(MATERIAL PROVIDED Opens)

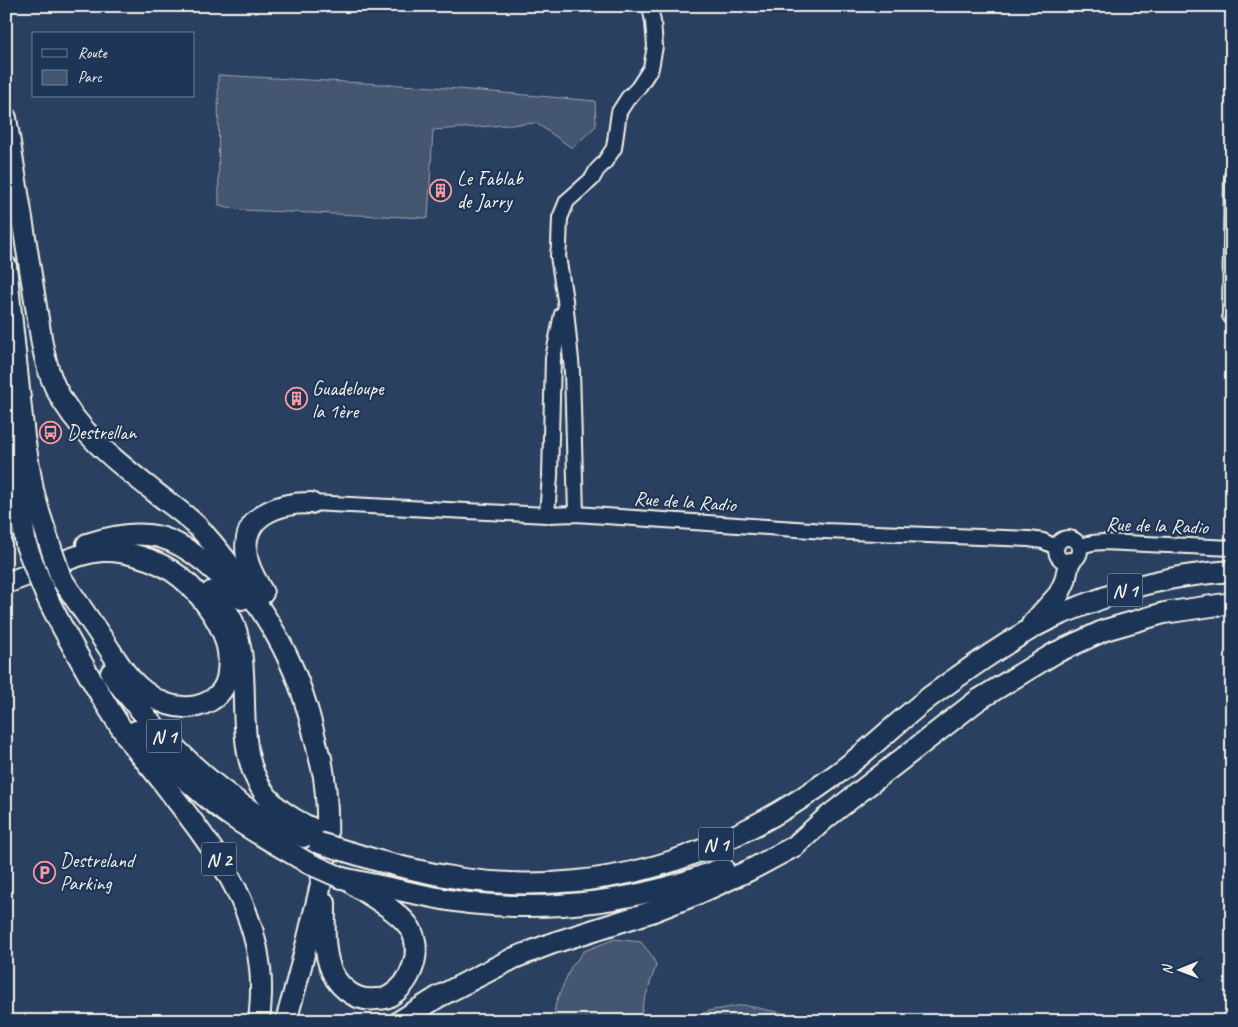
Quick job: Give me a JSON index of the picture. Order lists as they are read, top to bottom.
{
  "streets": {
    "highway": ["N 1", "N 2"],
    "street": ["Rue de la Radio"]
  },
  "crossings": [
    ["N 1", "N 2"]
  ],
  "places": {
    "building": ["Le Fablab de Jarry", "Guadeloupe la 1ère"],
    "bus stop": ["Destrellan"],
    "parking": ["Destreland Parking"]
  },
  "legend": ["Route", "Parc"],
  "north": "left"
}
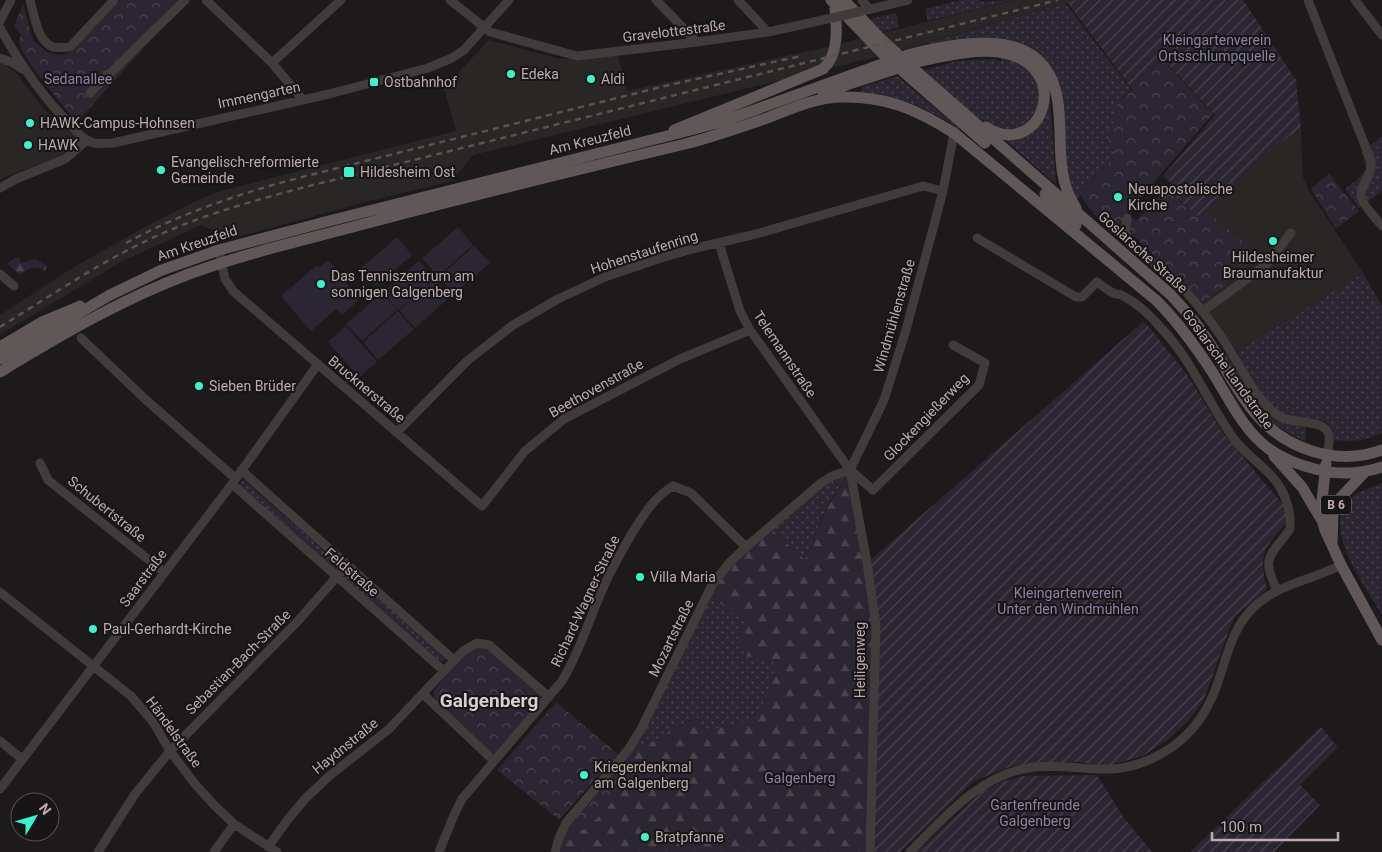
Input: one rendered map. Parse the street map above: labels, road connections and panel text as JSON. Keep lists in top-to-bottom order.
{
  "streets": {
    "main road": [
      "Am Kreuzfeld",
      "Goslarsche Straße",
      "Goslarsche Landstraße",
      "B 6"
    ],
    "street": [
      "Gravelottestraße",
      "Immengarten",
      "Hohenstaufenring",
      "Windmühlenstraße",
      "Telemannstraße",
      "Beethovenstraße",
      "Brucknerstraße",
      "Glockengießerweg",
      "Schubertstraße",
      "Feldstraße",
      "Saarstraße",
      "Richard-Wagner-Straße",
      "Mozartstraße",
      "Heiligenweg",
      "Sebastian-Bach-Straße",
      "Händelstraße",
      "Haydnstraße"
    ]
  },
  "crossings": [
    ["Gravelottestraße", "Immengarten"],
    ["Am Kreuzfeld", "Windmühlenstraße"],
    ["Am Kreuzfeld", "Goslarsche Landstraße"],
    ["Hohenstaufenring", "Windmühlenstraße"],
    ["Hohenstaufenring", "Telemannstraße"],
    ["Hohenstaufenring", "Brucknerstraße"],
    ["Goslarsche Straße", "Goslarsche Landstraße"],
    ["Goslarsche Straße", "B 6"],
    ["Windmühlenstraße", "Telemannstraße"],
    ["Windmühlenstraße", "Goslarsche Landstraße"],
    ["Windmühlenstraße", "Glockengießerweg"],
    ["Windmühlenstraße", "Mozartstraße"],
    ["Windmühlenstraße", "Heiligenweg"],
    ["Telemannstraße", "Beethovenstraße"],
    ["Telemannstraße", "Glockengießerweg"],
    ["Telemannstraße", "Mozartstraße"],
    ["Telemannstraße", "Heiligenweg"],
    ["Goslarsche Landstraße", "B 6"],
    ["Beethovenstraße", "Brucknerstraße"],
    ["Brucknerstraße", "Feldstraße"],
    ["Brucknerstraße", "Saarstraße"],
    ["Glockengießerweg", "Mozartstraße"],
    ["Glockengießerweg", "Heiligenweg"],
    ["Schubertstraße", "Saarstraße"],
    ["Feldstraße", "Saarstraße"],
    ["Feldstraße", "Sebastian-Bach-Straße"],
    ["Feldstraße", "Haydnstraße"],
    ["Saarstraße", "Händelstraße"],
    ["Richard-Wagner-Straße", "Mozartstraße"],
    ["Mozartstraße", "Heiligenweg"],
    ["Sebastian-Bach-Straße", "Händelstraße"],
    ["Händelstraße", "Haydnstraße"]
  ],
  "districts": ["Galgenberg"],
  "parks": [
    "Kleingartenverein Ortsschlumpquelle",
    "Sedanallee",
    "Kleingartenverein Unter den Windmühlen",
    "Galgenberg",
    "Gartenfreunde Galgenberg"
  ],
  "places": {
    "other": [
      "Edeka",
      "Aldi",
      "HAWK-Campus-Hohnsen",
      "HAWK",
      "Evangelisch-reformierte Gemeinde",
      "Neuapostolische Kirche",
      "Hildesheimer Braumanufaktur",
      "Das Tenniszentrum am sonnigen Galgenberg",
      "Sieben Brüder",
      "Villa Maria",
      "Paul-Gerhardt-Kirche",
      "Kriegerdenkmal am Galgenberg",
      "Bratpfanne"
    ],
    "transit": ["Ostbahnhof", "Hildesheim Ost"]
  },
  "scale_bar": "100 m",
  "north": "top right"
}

(MATERIAL PROVIDED Closes)

TASK REQUIREMENTS — Go through the listing above and locate each line that holds the word "Saarstraße". Copy those lines.

OUTPUT BELOW —
      "Saarstraße",
    ["Brucknerstraße", "Saarstraße"],
    ["Schubertstraße", "Saarstraße"],
    ["Feldstraße", "Saarstraße"],
    ["Saarstraße", "Händelstraße"],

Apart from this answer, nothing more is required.